--- START ---
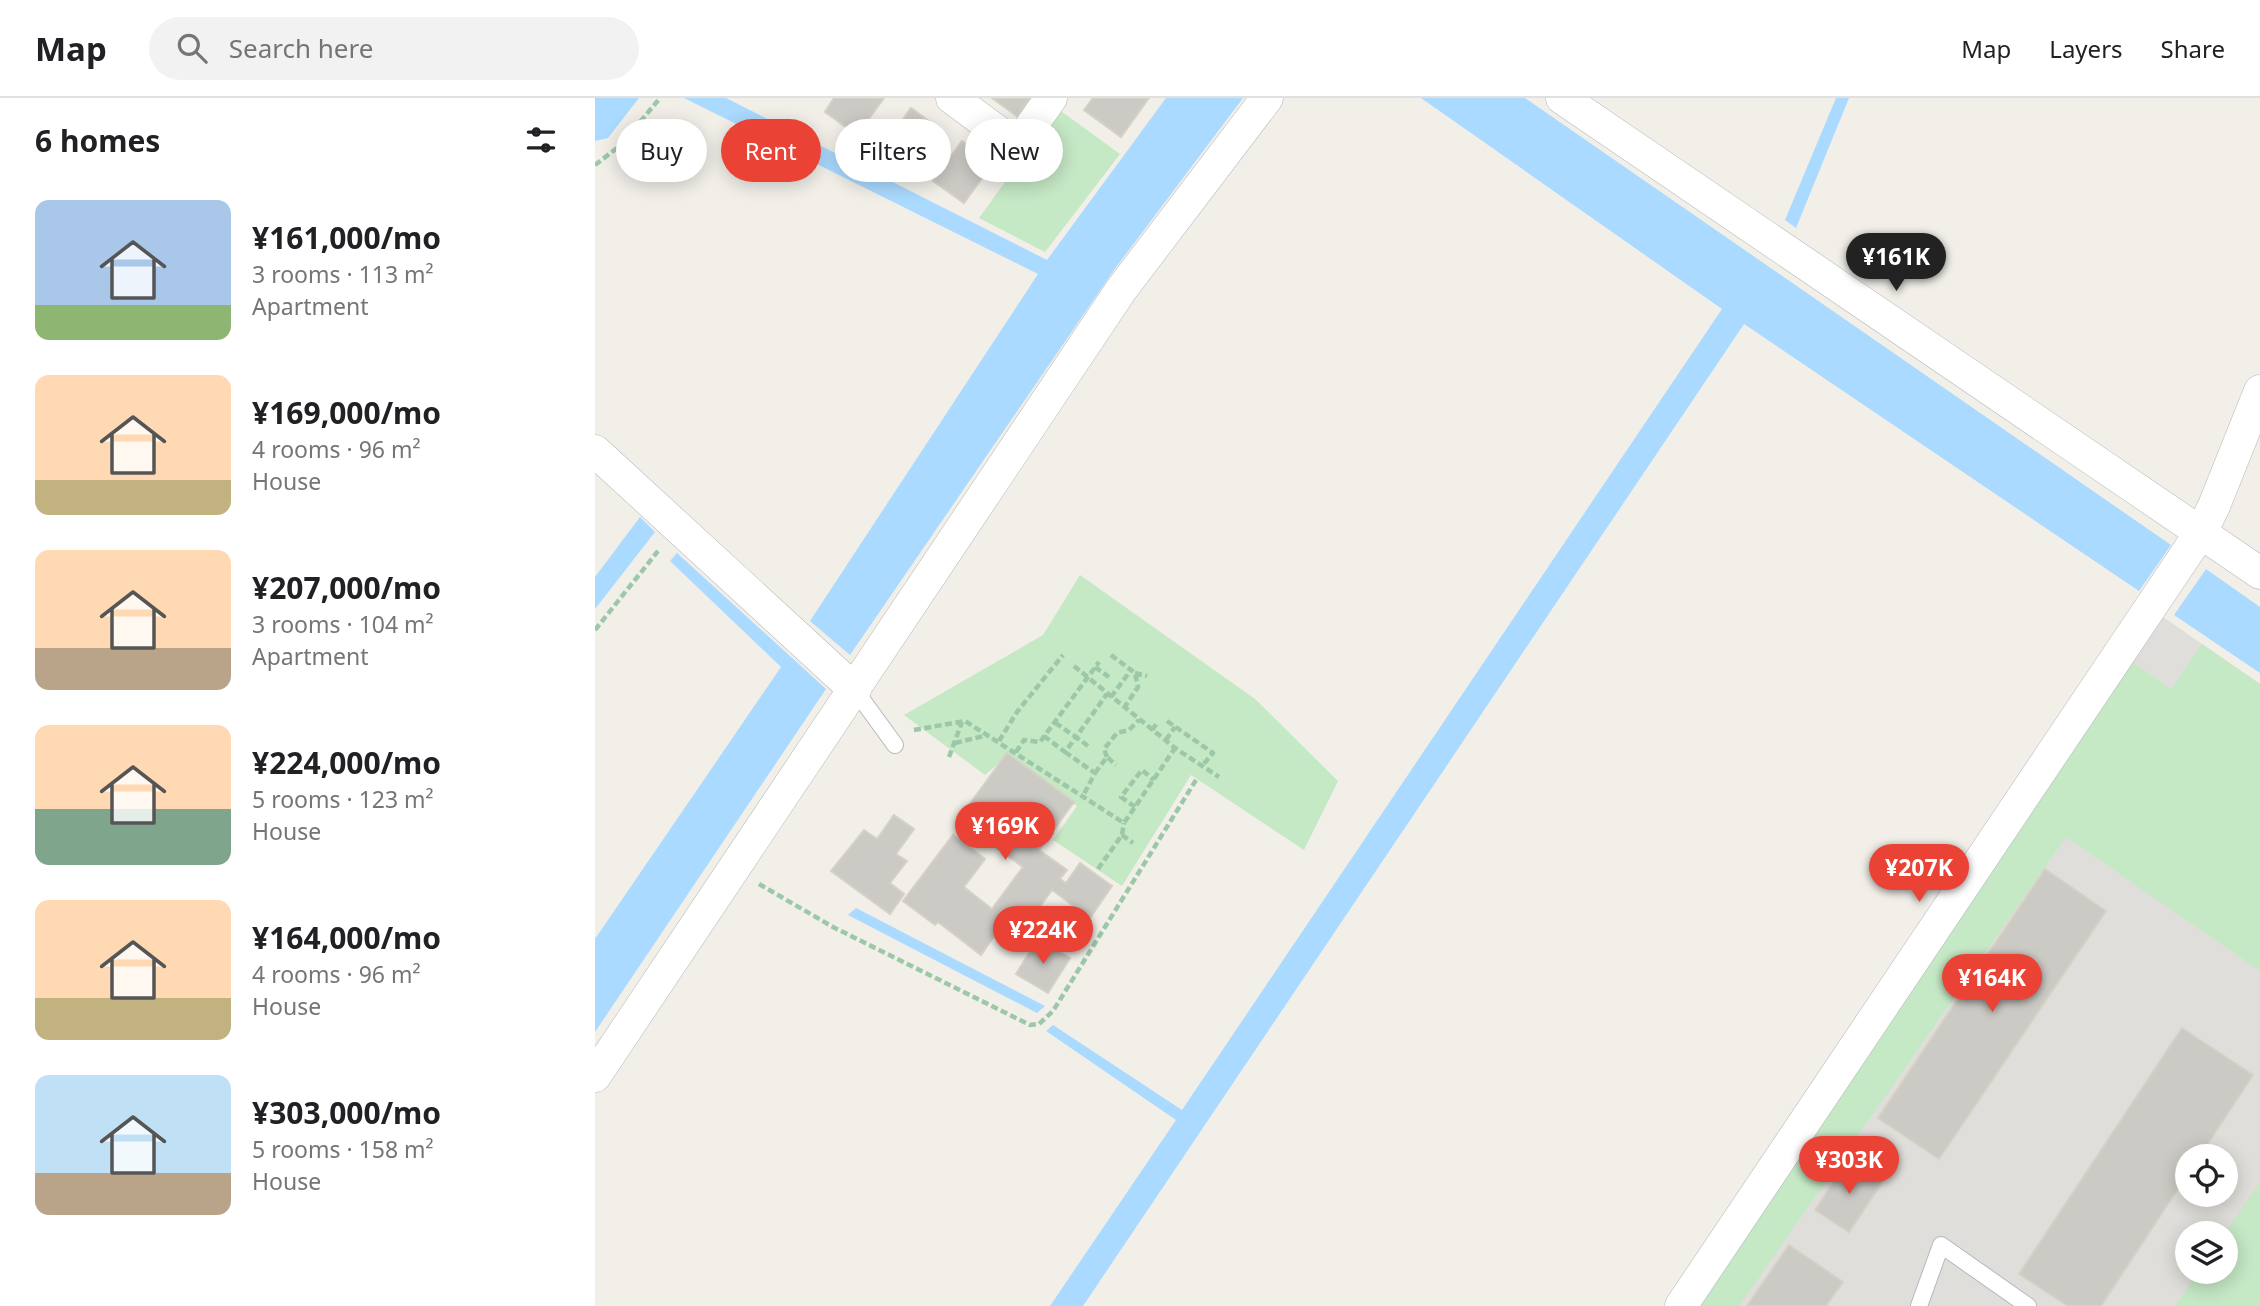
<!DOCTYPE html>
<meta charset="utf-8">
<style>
:root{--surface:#fff;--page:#f2f2f2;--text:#202124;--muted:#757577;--line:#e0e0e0;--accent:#ea4335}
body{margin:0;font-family:"Noto Sans",sans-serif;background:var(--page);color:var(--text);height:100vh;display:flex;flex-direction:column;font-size:26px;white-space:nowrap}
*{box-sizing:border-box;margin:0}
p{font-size:23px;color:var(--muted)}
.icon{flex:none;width:38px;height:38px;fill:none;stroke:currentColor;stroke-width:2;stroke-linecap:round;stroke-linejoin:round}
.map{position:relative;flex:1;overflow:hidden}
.side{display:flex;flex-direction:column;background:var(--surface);width:595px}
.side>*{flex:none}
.hud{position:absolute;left:21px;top:21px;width:665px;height:63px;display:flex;gap:14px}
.buttons{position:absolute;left:1580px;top:1046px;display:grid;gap:14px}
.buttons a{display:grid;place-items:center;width:63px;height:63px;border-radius:50%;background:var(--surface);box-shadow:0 4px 18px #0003;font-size:35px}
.price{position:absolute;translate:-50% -60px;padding:0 16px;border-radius:24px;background:var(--accent);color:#fff;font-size:23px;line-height:46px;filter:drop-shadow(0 2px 4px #0008)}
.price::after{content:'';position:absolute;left:50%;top:42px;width:21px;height:16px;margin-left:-10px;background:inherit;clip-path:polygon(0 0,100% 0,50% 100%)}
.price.on{background:#222;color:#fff}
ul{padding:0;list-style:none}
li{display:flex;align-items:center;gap:21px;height:175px;padding:0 35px}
li span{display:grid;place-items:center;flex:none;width:196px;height:140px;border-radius:14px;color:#555}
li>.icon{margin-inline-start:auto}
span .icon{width:84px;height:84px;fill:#fffc;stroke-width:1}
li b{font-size:30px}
h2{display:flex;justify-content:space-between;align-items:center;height:84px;padding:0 35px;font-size:30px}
.pill{padding:0 24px;border-radius:32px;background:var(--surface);box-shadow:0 4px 18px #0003;font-size:24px;line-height:63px}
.pill.on{background:var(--accent);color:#fff}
header{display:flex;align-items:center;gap:42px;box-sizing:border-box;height:98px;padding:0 35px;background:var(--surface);border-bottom:2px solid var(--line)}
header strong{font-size:33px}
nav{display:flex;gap:38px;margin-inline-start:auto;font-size:24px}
.search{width:490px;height:63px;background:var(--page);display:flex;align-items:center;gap:18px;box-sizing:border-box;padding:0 24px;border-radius:38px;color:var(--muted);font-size:26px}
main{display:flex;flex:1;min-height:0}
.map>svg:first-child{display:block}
</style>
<header>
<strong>Map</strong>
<div class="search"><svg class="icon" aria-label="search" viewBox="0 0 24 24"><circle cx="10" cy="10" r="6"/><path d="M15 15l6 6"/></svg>Search here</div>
<nav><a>Map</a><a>Layers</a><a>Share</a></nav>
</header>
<main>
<section class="side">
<h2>6 homes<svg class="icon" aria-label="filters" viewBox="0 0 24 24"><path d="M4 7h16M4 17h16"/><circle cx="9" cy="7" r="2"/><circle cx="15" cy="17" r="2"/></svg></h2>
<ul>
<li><span style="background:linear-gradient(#a9c7e8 75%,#8fb573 0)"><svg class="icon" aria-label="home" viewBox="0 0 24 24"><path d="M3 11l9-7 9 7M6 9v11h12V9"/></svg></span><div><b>¥161,000/mo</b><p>3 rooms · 113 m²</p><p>Apartment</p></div></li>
<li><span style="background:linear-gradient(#ffd9b3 75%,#c2b280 0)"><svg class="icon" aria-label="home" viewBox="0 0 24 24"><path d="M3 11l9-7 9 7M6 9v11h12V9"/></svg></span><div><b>¥169,000/mo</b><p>4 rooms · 96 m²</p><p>House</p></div></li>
<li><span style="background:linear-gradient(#ffd9b3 70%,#b9a48a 0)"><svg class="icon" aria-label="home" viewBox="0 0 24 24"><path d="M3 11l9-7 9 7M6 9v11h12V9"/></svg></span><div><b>¥207,000/mo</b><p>3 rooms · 104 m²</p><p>Apartment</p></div></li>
<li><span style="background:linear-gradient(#ffd9b3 60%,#7fa58c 0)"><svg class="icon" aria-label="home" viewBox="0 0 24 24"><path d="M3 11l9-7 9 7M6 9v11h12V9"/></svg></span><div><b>¥224,000/mo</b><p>5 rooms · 123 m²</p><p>House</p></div></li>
<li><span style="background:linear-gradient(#ffd9b3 70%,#c2b280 0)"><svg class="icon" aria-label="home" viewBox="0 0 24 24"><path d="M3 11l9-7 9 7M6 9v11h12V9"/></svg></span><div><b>¥164,000/mo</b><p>4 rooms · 96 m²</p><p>House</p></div></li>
<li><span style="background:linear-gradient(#bfe0f5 70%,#b9a48a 0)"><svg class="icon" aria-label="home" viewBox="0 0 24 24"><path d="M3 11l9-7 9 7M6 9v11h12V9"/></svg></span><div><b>¥303,000/mo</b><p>5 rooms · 158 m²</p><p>House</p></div></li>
</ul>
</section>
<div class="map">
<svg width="1665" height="1208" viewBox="0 0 1665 1208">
<rect width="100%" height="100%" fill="#f1efe8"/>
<path fill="#e0deda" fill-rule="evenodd" d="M 1568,519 L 1665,586 L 1665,1208 L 1102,1208 ZM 1592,1059 L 1631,1059 L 1631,1097 L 1592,1097 ZM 1592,1136 L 1631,1136 L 1631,1174 L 1592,1174 Z"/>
<path fill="#c5e8c5" d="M 463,11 L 525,56 L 450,154 L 384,120 Z
M 485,477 L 660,601 L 743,683 L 709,752 L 596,677 L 527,788 L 458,742 L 482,708 L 410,660 L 390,677 L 309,617 L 448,537 Z
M 1607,546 L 1665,586 L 1665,873 L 1471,739 L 1144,1208 L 1102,1208 L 1537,564 L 1576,591 Z
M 1665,1084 L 1665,1208 L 1580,1208 L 1603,1174 L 1631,1174 L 1629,1136 Z"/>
<path fill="#aadaff" d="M 0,0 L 44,0 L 13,40 L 0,43 Z
M 89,0 L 131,0 L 452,162 L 571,0 L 648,0 L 519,172 L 255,557 L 215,523 L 443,176 Z
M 826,0 L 930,0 L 1576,447 L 1544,493 L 1149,226 L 488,1208 L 455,1208 L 581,1022 L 451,933 L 458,927 L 587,1012 L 1127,211 Z
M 1241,0 L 1254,0 L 1201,130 L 1190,122 Z
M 45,419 L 60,434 L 0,511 L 0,479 Z
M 82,455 L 231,591 L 0,934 L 0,841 L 186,569 L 75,463 Z
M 1611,471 L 1665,509 L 1665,575 L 1579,517 Z
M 261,810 L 450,908 L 442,915 L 253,817 Z"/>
<path fill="#cccac5" stroke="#d6d1c6" stroke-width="2" d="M 239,0 L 289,0 L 262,37 L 230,14 Z
M 397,0 L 435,0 L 422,18 Z
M 498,0 L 554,0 L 526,39 L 489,12 Z
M 316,10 L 346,32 L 319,68 L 290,47 Z
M 367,43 L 398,65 L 369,105 L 338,83 Z
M 412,655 L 479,704 L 444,752 L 472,772 L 465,781 L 471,785 L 485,765 L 517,788 L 495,820 L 457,792 L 418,846 L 402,834 L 386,857 L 343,824 L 340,827 L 308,803 L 358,737 L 390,761 L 369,789 L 397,811 L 428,769 L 363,722 Z
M 299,717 L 319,731 L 301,756 L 312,763 L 295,785 L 309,796 L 295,816 L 236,773 L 269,732 L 282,741 Z
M 1450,771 L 1511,813 L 1344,1061 L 1283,1020 Z
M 443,841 L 475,860 L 453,895 L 421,876 Z
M 1587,930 L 1658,977 L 1604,1059 L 1592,1059 L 1592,1077 L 1506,1208 L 1473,1208 L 1424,1176 Z
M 1254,1061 L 1288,1083 L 1254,1134 L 1220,1112 Z
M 1194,1147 L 1248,1184 L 1231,1208 L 1152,1208 Z"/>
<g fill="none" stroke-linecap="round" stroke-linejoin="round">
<g stroke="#b5b8bc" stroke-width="18">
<path id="service" d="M 260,592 L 300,647
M 1324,1208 L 1346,1147 L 1433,1208"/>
</g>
<g stroke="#b5b8bc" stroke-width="33">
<path id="minor" d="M 357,0 L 422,48 L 456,0
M 967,0 L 1665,475
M 0,353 L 260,592
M 0,978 L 526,192 L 672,0
M 1086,1208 L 1606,434 L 1619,408 L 1665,293"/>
</g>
<path stroke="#9cc7a9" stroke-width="4.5" stroke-dasharray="7 3.5" stroke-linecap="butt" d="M 0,67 L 26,47 L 65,0
M 0,532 L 63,453
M 516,557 L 540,575 L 543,589 L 529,610
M 479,568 L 580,650 L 624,679
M 500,569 L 514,579
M 540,575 L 552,578
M 516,599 L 536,572
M 572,623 L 618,655 L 607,668
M 319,632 L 370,623 L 529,725 L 580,650
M 557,632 L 563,624
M 449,638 L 470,654 L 481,639 L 459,624
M 571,642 L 580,629
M 404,643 L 422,614 L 468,557
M 360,645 L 393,637
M 493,648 L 481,639 L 512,596
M 421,654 L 429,642 L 445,644 L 504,564
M 470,654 L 500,675 L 488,698
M 354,659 L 367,624
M 512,659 L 509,651 L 522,635 L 534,632 L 544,622
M 500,675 L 512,659 L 521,667
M 540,709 L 526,699 L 547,672 L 559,682
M 527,737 L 538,745
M 503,771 L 527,737 L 529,725
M 164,786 L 238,829 L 435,927 L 444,926 L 458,913 L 601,682"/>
<use href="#service" stroke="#fff" stroke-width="16"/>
<use href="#minor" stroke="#fff" stroke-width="32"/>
</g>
</svg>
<div class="buttons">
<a><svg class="icon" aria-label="locate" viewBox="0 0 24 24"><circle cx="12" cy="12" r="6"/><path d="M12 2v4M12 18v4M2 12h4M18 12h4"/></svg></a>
<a><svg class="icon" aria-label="layers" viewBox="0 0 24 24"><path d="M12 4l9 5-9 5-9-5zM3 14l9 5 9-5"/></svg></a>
</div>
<b class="price on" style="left:1301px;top:195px">¥161K</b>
<b class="price" style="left:410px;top:764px">¥169K</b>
<b class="price" style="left:1324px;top:806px">¥207K</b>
<b class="price" style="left:448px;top:868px">¥224K</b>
<b class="price" style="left:1397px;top:916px">¥164K</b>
<b class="price" style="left:1254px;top:1098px">¥303K</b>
<div class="hud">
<a class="pill">Buy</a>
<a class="pill on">Rent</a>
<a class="pill">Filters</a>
<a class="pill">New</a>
</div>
</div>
</main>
--- END ---
Work order »
Copy out every line of the data where the word "side" occurs.

Completed exercise »
.side{display:flex;flex-direction:column;background:var(--surface);width:595px}
.side>*{flex:none}
<section class="side">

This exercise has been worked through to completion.